------ THE RECORDS

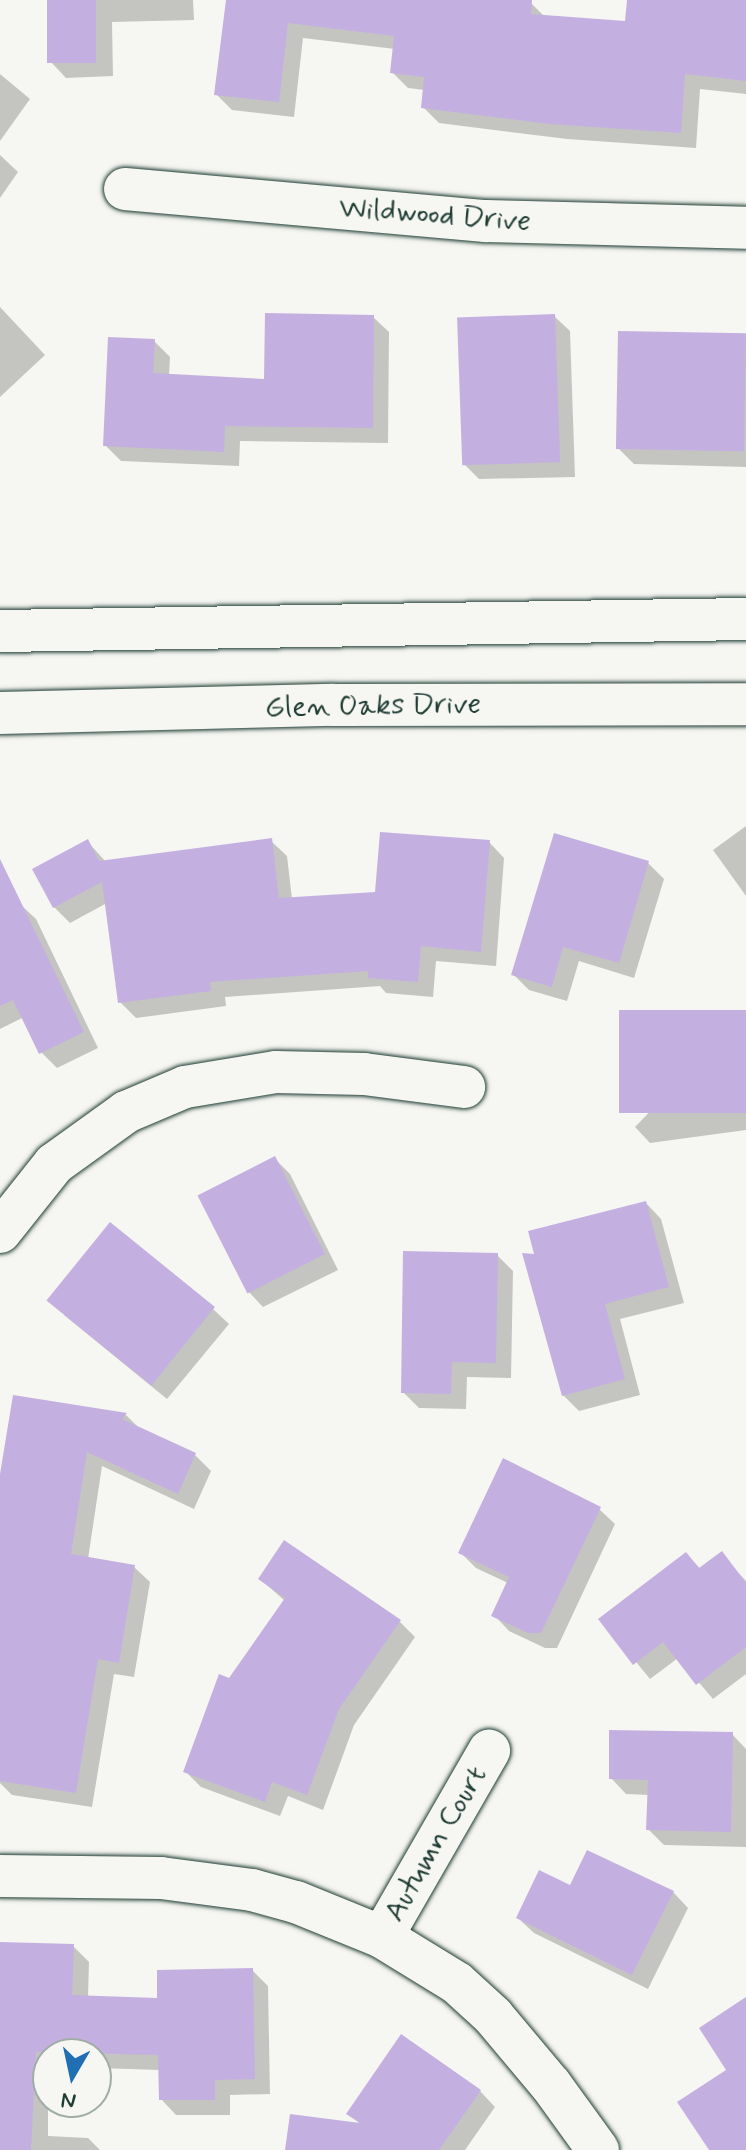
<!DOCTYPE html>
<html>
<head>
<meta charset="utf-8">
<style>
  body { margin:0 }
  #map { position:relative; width:746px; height:2150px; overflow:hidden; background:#f6f6f2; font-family:Mynerve,sans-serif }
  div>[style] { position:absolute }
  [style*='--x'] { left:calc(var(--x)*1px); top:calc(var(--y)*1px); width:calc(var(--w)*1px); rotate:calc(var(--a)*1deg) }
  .shadow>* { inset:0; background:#0003 }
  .building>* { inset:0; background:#c4b0e0; transform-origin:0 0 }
  .roads { filter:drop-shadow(0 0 2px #1f3d34) drop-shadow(0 0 2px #1f3d34) }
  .minor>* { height:42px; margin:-21px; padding:0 21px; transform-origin:21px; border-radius:21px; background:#f6f6f2 }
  span { translate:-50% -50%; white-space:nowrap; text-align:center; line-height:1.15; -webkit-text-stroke:6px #f6f6f2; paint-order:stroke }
  .street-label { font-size:30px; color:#1f3d34 }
  .north { position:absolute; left:32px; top:2038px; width:80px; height:80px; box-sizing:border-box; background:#f6f6f2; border:2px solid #a0aca6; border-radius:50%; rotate:189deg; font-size:22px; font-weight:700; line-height:32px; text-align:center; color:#1f3d34 }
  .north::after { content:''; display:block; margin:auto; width:28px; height:36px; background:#1f6fb2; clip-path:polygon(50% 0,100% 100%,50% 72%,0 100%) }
</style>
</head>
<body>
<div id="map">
  <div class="shadow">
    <div style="clip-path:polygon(49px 0,193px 0,194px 20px,112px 22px,113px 76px,66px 78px,51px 62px)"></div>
    <div style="clip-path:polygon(228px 0,500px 0,531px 3px,545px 17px,627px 23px,629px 0,746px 0,746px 94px,700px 89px,696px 148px,567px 139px,439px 123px,423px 107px,425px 90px,408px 88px,392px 72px,395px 49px,303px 38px,294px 117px,232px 110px,216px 94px)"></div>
    <div style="clip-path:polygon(0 74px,30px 99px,0 141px)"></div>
    <div style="clip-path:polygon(0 155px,18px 172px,0 198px)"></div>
    <div style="clip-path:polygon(0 307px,45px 355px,0 397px)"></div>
    <div style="clip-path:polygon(554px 316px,570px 331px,575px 477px,479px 479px,463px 463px)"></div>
    <div style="clip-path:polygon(373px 317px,389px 332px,388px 443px,240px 441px,239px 466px,121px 461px,105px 445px,154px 341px,170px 357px,169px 376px,266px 381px)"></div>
    <div style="clip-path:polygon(620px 333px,746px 335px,746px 467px,634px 464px,618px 448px)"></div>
    <div style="clip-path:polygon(746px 826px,746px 896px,713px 850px)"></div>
    <div style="clip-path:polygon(87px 841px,106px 862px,271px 841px,287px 856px,292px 899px,377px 893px,489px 842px,504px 858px,496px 966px,436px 961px,433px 997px,386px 993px,380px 986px,225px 997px,226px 1006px,136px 1018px,120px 1002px,107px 903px,70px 923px,54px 907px,34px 870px)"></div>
    <div style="clip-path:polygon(648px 863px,664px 879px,634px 978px,579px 961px,567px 1001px,529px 990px,513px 974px)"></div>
    <div style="clip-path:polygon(20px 904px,36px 919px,98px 1048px,57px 1068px,41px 1052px,24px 1017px,0 1029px,0 913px)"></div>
    <div style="clip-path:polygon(746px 1012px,746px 1130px,650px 1143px,635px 1127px)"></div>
    <div style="clip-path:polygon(274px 1158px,290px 1174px,338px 1270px,263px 1307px,248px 1291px)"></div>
    <div style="clip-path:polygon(646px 1203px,661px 1219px,684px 1303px,620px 1319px,640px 1395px,579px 1411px,563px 1395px,536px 1256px)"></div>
    <div style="clip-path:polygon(497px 1255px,513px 1271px,511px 1378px,467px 1377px,466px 1409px,419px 1408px,403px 1392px)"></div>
    <div style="clip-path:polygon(213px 1309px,229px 1324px,167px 1399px,64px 1315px)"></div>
    <div style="clip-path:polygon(14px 1397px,126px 1415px,142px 1431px,195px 1455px,211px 1471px,194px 1509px,102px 1466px,88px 1559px,134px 1567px,150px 1582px,134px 1677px,114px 1674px,92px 1807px,12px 1795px,0 1783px,0 1487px)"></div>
    <div style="clip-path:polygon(599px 1509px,615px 1524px,557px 1648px,545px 1648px,509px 1631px,494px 1615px,508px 1583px,476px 1568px,461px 1553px)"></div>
    <div style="clip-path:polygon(721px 1554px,746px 1581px,746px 1674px,713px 1699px,678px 1658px,650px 1679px,601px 1619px,686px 1555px,701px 1569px)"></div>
    <div style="clip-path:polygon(260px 1579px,399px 1621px,415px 1637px,354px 1725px,323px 1810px,288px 1796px,280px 1816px,201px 1787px,185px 1771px,230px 1680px,285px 1601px)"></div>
    <div style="clip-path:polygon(732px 1734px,746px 1749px,746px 1847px,664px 1845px,648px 1829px,649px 1795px,626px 1794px,611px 1778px)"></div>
    <div style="clip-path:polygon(571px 1888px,673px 1892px,688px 1908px,648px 1989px,534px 1933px,518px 1918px)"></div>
    <div style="clip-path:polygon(0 1944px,73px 1946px,89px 1962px,88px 1998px,159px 2000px,252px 1970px,268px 1986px,270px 2094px,230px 2095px,230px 2115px,176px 2115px,161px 2099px,160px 2070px,96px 2068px,96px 2054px,48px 2054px,48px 2136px,88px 2138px,100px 2150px,0 2150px)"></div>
    <div style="clip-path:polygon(480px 2091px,495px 2107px,465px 2150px,287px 2150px,361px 2125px,349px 2113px)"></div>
  </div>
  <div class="building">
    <div style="left:47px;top:0;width:49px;height:63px"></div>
    <div style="clip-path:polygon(226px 0,532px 0,531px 14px,625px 21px,627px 0,746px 0,746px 81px,685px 74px,681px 133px,550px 124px,421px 108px,424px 77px,390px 73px,394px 36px,288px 23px,279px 102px,214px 95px)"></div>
    <div style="clip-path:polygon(265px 313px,374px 315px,373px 428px,225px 426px,224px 452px,103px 446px,108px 337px,155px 339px,153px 373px,264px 379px)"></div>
    <div style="left:555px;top:314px;width:148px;height:98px;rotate:88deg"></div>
    <div style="left:618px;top:331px;width:128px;height:118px;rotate:1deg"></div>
    <div style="clip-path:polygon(380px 832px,490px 840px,481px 952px,421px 946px,418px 982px,368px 978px,368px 971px,210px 982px,211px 991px,118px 1003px,102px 882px,53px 908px,32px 869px,88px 839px,99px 861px,272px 838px,279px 898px,375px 892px)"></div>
    <div style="clip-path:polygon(554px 833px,649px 861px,619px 963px,563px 947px,552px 987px,511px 975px)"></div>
    <div style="clip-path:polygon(0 859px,84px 1032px,39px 1054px,13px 1000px,0 1006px)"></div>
    <div style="left:746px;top:1010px;width:103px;height:127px;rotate:90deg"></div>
    <div style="left:275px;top:1156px;width:110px;height:87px;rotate:63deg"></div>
    <div style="clip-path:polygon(646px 1201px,669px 1287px,605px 1304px,625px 1379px,562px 1396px,522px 1253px,534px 1254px,528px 1231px)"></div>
    <div style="left:110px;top:1222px;width:135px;height:101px;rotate:39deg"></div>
    <div style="clip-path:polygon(403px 1251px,498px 1253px,496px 1363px,452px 1362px,451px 1394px,401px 1393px)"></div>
    <div style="clip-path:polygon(13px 1395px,127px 1413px,122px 1419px,196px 1453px,178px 1494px,87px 1452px,71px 1554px,135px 1565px,119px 1663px,98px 1659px,76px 1793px,0 1781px,0 1474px)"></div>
    <div style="clip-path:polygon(503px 1458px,601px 1507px,541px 1633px,528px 1633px,491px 1616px,509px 1577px,458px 1553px)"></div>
    <div style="clip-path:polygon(284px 1540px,401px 1620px,339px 1709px,307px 1795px,272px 1782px,265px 1802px,183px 1772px,219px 1674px,229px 1678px,285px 1598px,258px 1579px)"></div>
    <div style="clip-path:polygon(722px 1551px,746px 1583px,746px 1647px,696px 1685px,663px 1642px,633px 1665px,598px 1619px,686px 1552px,699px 1568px)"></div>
    <div style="clip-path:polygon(609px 1730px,733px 1732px,731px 1832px,646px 1830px,648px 1780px,609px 1779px)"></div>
    <div style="clip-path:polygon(587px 1850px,674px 1891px,632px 1975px,516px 1918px,539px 1870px,570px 1885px)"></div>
    <div style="clip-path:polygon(0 1942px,74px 1944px,72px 1995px,157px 1998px,157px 1970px,253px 1968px,255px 2079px,215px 2080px,215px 2100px,159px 2100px,158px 2055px,36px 2052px,31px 2150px,0 2150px)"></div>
    <div style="clip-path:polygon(746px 1997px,746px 2150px,709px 2150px,677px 2102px,726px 2070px,699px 2028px)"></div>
    <div style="clip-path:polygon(401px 2034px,481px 2090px,439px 2150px,285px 2150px,290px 2114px,360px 2123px,346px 2114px)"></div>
  </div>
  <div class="roads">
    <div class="minor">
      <div style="--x:125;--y:189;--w:362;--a:5.1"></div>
      <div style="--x:486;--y:221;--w:260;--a:1.5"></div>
      <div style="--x:0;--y:631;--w:746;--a:-0.92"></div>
      <div style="--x:0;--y:713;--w:333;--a:-1.4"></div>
      <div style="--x:333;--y:705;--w:413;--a:-0.1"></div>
      <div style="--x:0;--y:1232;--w:87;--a:-51.5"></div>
      <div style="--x:54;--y:1164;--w:89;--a:-35.8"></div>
      <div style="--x:126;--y:1112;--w:64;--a:-23"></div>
      <div style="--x:185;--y:1087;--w:92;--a:-9.4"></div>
      <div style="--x:276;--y:1072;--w:88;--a:1.3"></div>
      <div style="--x:364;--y:1074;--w:101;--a:7.4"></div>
      <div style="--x:0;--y:1876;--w:161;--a:0.7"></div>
      <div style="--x:161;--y:1878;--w:92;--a:7.5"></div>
      <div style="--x:252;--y:1890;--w:46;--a:15.3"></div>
      <div style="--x:296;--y:1902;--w:93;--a:22.1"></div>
      <div style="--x:382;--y:1937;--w:88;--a:31.5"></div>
      <div style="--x:457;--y:1983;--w:49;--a:42.5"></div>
      <div style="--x:493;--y:2016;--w:90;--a:50"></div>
      <div style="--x:551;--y:2085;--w:80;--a:54.1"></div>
      <div style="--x:382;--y:1937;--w:215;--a:-60.1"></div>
    </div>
  </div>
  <div class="street-label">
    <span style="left:435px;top:215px;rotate:4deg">Wildwood Drive</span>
    <span style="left:373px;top:706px;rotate:-1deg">Glen Oaks Drive</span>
    <span style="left:436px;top:1844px;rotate:-60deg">Autumn Court</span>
  </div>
  <div class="north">N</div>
</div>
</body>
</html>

------------

WHAT YOU WILL DO – For this task, write out exactly the lines of the entries above, starting at the line with "inset:0; background:#c4b0e0; transform-origin:0" and ending at the line with "filter:drop-shadow(0 0 2px", both included, and no others.

YOUR RESPONSE –
  .building>* { inset:0; background:#c4b0e0; transform-origin:0 0 }
  .roads { filter:drop-shadow(0 0 2px #1f3d34) drop-shadow(0 0 2px #1f3d34) }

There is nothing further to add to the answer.